Maintenant que j’ai indiqué les possibles archétypes de l’Ur-fascisme, permettez-moi de conclure. Le matin du 27 juillet 1943, j’appris que la radio avait annoncé la chute du fascisme et l’arrestation de Mussolini. Ma mère m’envoya acheter le journal. J’allai au kiosque le plus proche. Là, je vis que des journaux, il y en avait beaucoup, mais qu’ils avaient tous des noms différents. En outre, après un bref coup d’œil aux titres, je m’aperçus que chacun disait des choses différentes. J’en achetai un, au hasard, et je lus un message publié en première page, signé par cinq ou six partis politiques, la Démocratie chrétienne, le Parti communiste, le Parti socialiste, le Parti d’Action, le Parti libéral. Jusqu’alors, je croyais qu’il n’y avait qu’un seul parti par pays et qu’en Italie, c’était le Parti National Fasciste. Je découvrais que, dans mon pays, il pouvait y avoir différents partis en même temps. Plus encore : comme j’étais un petit garçon éveillé, je me dis que tant de partis n’avaient pu naître du jour au lendemain. Je compris qu’ils existaient déjà sous forme d’organisations clandestines.

Le message célébrait la fin de la dictature et le retour de la liberté : liberté de parole, de presse, d’association politique. Ces mots, liberté, dictature — mon Dieu — je les lisais pour la première fois de ma vie. Grâce à ces nouveaux mots, je renaissais en tant qu’homme libre occidental.

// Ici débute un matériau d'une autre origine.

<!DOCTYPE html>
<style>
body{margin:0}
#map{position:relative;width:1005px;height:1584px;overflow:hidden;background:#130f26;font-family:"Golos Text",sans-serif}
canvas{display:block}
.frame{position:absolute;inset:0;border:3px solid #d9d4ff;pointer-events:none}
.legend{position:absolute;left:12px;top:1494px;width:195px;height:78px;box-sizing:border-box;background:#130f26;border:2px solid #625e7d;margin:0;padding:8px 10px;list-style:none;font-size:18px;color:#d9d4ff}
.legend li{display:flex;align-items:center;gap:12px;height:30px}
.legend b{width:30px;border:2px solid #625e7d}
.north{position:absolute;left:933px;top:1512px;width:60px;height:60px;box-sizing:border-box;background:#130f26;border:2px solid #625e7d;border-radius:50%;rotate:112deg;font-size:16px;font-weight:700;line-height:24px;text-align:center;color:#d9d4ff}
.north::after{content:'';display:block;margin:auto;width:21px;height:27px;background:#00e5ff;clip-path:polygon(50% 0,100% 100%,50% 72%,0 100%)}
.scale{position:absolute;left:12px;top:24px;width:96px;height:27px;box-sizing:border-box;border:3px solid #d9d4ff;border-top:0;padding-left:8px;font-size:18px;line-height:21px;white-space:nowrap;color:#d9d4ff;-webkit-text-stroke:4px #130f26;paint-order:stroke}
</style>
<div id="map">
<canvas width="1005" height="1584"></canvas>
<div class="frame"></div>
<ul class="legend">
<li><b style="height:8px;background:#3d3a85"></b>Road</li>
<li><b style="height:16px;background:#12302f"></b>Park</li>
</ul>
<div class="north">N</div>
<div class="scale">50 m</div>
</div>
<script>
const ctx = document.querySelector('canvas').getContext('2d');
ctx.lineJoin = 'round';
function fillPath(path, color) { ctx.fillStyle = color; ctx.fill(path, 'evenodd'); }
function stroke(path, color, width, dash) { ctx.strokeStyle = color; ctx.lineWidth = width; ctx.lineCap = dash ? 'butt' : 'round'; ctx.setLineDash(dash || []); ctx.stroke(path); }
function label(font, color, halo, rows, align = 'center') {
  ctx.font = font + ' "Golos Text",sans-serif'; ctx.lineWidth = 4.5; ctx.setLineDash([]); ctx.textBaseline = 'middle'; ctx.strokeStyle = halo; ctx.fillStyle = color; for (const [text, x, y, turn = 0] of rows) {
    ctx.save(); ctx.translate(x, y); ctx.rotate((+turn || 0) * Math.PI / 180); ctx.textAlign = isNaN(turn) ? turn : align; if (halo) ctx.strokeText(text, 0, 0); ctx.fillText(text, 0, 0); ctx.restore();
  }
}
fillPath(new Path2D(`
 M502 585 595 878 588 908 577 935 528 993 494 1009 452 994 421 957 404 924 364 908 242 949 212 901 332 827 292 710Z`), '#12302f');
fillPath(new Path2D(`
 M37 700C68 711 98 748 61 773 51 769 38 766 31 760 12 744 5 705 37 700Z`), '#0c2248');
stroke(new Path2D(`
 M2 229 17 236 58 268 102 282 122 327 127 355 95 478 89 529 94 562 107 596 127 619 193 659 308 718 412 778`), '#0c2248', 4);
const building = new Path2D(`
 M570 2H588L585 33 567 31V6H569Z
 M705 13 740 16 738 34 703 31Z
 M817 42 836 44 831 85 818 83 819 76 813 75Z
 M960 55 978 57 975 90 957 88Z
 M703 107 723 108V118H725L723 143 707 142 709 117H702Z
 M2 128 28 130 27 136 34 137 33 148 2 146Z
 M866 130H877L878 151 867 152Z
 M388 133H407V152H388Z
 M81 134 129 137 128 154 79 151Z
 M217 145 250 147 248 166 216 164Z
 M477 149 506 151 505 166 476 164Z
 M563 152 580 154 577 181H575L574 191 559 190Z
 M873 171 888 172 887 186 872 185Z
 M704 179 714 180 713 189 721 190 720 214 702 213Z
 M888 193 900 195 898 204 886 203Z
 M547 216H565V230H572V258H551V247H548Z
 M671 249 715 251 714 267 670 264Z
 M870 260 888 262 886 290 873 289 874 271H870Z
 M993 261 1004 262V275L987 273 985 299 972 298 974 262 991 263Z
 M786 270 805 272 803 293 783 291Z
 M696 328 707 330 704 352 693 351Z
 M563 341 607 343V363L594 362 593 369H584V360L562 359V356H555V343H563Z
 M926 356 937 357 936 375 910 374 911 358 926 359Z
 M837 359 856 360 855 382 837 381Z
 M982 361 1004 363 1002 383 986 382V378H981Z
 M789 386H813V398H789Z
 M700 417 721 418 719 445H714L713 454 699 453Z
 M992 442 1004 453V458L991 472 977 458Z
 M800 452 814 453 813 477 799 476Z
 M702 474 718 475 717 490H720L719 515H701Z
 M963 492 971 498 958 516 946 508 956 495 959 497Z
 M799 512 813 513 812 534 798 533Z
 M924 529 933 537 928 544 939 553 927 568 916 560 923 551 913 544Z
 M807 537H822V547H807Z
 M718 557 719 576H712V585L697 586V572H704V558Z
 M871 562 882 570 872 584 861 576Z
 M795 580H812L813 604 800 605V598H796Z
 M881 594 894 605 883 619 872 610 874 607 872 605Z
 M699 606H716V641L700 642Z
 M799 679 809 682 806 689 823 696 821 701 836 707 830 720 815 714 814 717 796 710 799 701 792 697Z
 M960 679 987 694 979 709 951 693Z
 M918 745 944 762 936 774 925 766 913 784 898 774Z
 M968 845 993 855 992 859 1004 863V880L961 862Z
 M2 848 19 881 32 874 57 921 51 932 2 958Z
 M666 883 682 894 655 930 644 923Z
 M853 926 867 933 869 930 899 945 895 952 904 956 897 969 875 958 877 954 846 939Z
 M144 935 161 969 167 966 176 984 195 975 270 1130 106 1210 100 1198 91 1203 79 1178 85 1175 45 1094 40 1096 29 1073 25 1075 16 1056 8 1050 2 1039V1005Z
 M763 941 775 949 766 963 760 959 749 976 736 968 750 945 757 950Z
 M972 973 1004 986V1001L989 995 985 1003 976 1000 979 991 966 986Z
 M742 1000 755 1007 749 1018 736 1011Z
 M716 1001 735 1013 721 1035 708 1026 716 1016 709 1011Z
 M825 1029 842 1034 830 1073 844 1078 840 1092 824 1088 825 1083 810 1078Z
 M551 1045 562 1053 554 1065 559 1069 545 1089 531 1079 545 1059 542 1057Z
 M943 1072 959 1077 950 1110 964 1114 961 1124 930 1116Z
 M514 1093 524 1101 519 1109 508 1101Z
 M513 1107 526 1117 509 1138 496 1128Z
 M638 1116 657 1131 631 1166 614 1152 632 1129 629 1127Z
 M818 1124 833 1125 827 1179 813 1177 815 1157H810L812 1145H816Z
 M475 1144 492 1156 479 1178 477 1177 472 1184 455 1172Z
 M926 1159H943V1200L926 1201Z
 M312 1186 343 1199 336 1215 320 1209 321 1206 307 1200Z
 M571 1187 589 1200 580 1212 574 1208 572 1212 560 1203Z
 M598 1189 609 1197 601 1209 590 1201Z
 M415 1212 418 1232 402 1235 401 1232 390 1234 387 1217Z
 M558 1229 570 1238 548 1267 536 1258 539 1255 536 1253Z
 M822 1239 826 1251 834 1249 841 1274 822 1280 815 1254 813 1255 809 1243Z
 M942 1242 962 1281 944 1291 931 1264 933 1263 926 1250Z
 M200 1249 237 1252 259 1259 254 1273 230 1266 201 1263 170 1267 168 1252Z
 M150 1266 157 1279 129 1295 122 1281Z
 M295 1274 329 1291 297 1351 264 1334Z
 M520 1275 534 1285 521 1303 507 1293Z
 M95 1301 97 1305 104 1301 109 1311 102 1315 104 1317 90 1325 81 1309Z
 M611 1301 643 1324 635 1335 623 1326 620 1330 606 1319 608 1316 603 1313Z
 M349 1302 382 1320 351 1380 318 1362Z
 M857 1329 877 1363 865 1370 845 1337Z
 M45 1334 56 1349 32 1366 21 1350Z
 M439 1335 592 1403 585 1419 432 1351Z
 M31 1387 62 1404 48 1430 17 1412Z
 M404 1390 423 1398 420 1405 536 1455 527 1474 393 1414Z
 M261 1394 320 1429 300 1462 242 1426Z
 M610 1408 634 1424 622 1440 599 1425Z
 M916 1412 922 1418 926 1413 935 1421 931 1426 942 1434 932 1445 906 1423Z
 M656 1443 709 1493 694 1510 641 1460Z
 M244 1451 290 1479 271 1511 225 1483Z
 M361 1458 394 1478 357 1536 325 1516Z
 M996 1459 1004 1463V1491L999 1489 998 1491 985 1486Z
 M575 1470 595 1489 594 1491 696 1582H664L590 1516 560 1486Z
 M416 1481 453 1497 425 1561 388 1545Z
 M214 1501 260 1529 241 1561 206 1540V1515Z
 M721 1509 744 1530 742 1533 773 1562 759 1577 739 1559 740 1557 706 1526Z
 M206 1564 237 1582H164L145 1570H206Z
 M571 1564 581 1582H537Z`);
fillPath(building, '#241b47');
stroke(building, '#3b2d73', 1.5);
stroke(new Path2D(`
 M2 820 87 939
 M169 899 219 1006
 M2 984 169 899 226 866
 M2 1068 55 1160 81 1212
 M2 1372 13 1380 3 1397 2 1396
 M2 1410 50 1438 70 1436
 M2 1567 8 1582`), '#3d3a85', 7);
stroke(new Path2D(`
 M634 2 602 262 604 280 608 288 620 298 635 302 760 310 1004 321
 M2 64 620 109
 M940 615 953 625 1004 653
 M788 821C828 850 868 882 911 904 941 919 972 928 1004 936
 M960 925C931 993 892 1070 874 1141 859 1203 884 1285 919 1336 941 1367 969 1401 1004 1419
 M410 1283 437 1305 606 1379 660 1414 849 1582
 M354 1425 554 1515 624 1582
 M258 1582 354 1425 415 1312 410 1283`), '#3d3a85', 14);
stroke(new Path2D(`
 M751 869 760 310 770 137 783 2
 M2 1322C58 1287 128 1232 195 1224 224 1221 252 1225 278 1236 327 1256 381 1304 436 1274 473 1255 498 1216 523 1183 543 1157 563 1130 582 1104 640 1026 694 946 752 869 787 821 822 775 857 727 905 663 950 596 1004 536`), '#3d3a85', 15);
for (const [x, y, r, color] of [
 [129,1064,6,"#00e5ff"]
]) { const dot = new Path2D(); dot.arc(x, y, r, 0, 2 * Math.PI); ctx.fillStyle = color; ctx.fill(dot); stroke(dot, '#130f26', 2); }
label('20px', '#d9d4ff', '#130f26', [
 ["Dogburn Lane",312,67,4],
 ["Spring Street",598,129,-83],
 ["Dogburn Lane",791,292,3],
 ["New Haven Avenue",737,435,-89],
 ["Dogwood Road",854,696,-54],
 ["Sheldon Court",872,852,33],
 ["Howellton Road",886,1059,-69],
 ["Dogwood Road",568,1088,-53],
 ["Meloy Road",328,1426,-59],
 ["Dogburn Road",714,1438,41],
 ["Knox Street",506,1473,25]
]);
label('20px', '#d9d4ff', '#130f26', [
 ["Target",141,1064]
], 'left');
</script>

Nous devons veiller à ce que le sens de ces mots ne soit pas oublié de nouveau. L’Ur-fascisme est toujours autour de nous, parfois en civil. Ce serait tellement plus confortable si quelqu’un s’avançait sur la scène du monde pour dire : « Je veux rouvrir Auschwitz, je veux que les chemises noires reviennent parader dans les rues italiennes ! » Hélas, la vie n’est pas aussi simple. L’Ur-fascisme est susceptible de revenir sous les apparences les plus innocentes. Notre devoir est de le démasquer, de montrer du doigt chacune de ses nouvelles formes — chaque jour, dans chaque partie du monde. Je laisse une nouvelle fois la parole à Roosevelt : « J’ose dire que si la démocratie américaine cessait de progresser comme une force vive, cherchant jour et nuit, par des moyens pacifiques, à améliorer la condition de nos citoyens, la force du fascisme s’accroîtra dans notre pays » (4 novembre 1938). Liberté et Libération sont un devoir qui ne finit jamais. Telle doit être notre devise : « N’oubliez pas. »

Permettez-moi de terminer par une poésie de Franco Fortini :

Sur le parapet du pont
Les têtes des pendus
Dans l’eau de la source
La bave des pendus

Sur le pavé du marché
Les ongles des fusillés
Sur l’herbe séchée du pré
Les dents des fusillés.

Mordre l’air mordre les pierres
Notre chair n’est plus celle d’hommes

Mordre l’air mordre les pierres
Notre cœur n’est plus celui d’hommes.

Mais nous avons lu dans les yeux des morts
Et sur terre, la liberté, nous la ferons
Mais ils l’ont serrée, les poings des morts,
La justice que nous ferons.

[1] Utilisé actuellement en logique pour désigner des ensembles flous, aux contours imprécis, le terme fuzzy pourrait se traduire par flou, confus, imprécis, voilé. (NdA)

[2] Andreï Jdanov est un homme politique soviétique, proche collaborateur de Staline. Il a joué un grand rôle dans la politique culturelle de l’URSS.

[3] L’envie du pénis est, d’après Freud, le fantasme féminin de récupération du pénis manquant.